Across the world, you’ll find wealthy men and glittering celebrities forfeiting fortunes, signing away empires, all for one thing — a chance to breathe freely again. Because at the end of the day, wealth, beauty, and status mean nothing if the soul is in chains. Peace of mind is life’s greatest fortress. And sometimes, love alone isn’t enough to build it.
The heartbreaking saga of Innocent “Tuface” Idibia and his estranged wife Annie Macaulay is a living testament to this brutal truth. Annie was the woman who stayed — through thick and thin, through the days of empty pockets and broken dreams. She drank garri with him in dingy rooms, slept under leaking roofs, and watched him stumble towards stardom. She bore his children, endured the noise of his fame, and forgave him for sins that would have broken other women.
But she forgot the most important gift a woman can give a man – peace.
There’s only so much a man can endure before he starts to fade. Tuface didn’t lose himself in the studio or on stage — he lost himself at home, the moment he said “I do” to a woman who loved him but couldn’t set him free.
From a supportive wife, Annie slowly became a commanding mother- acting like Patience Ozokwu in movies, a keeper, a warden. The loving arms that once soothed him now smothered him. The soft words that once built him up became sharp reminders of his failures.
“I was with him when he was nobody! I ate garri with him! I slept in one room with his friends breathing down my neck! No one deserves him but me!”
Annie’s cries filled the house, but they also hollowed Tuface’s heart. Because nothing cripples a man faster than being chained to the memories of his own inadequacy.
And then, as life would have it, a new name emerged – Natasha. In her arms, Tuface didn’t just find love — he found peace.
The day Annie shut Tuface’s brothers out of their home, she unknowingly slammed the door on her marriage. In the African man’s heart, family is non-negotiable. A man may quarrel with his siblings behind closed doors, but to banish them from his home?

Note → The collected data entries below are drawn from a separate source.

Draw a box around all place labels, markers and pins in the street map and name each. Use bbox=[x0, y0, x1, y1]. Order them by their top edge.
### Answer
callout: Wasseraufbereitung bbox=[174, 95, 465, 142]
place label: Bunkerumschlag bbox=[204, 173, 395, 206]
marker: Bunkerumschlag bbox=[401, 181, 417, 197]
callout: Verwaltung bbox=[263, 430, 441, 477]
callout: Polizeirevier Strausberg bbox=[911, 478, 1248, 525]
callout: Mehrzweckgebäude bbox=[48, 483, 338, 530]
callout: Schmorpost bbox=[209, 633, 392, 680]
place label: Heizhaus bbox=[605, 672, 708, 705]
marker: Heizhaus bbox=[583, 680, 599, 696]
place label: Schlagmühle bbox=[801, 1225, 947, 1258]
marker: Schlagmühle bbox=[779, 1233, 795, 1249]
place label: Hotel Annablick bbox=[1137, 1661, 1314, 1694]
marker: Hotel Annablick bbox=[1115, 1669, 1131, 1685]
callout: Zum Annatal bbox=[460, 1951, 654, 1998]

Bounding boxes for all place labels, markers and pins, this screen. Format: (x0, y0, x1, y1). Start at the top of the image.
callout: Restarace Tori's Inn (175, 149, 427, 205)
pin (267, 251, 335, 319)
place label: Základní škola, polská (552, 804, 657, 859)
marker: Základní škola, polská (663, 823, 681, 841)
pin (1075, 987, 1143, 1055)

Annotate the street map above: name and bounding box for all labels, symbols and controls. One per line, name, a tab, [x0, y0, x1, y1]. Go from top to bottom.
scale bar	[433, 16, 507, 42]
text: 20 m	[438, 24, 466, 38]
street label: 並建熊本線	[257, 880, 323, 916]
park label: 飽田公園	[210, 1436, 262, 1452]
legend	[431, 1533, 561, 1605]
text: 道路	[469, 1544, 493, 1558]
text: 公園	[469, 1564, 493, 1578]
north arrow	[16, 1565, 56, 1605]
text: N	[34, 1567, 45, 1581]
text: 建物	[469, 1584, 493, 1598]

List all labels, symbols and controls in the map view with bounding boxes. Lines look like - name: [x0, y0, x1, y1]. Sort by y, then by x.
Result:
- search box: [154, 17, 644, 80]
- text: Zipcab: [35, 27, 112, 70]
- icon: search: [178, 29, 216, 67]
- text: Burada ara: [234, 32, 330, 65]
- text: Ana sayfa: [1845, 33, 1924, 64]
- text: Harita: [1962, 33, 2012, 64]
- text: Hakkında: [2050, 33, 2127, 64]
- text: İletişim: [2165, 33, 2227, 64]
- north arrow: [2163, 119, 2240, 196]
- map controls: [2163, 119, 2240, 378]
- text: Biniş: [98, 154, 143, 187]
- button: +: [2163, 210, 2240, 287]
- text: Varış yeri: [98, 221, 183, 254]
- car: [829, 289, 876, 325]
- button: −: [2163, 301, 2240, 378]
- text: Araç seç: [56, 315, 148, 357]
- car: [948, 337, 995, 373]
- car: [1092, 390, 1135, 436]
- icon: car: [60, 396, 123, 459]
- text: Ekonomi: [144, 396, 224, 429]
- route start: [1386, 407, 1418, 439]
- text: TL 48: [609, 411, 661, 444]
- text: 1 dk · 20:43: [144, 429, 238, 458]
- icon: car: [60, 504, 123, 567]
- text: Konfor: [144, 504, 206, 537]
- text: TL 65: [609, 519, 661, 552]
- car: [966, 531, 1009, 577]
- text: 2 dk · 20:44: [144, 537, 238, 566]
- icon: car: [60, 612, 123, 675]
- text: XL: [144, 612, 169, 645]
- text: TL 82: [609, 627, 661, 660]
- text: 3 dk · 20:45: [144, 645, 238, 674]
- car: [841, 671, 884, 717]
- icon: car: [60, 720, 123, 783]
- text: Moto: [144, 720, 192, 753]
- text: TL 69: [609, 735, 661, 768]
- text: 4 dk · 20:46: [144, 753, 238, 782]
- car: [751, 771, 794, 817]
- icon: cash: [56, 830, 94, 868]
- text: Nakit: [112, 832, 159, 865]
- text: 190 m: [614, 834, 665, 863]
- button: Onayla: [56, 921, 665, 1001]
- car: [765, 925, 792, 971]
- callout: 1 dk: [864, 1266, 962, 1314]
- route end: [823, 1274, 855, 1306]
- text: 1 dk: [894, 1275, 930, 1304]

That is treason of the alekwu.
She may have won battles within the house — silencing critics, enforcing boundaries — but she lost the soul of the man she fought so hard to keep.
In Idoma tradition, the wife of the first son becomes the second matriarch, stepping into the sacred shoes of the family’s mother. Annie had the chance to become the Queen of the Idibia dynasty. She had the beauty, the loyalty, the history — but she failed to master the ancient art of peacekeeping.
In giving Tuface everything but peace, she gave him every reason to leave. And now, the world watches.
Will Tuface find lasting peace with Natasha? Or will he, like the restless river, flow onward to Enenu, or Chidera, or perhaps another woman who offers him the freedom his soul craves?
Only time will tell.
But one truth is written in stone- Without peace, love will eventually crumble. Without peace, even kings will abandon their thrones- like Tuface did.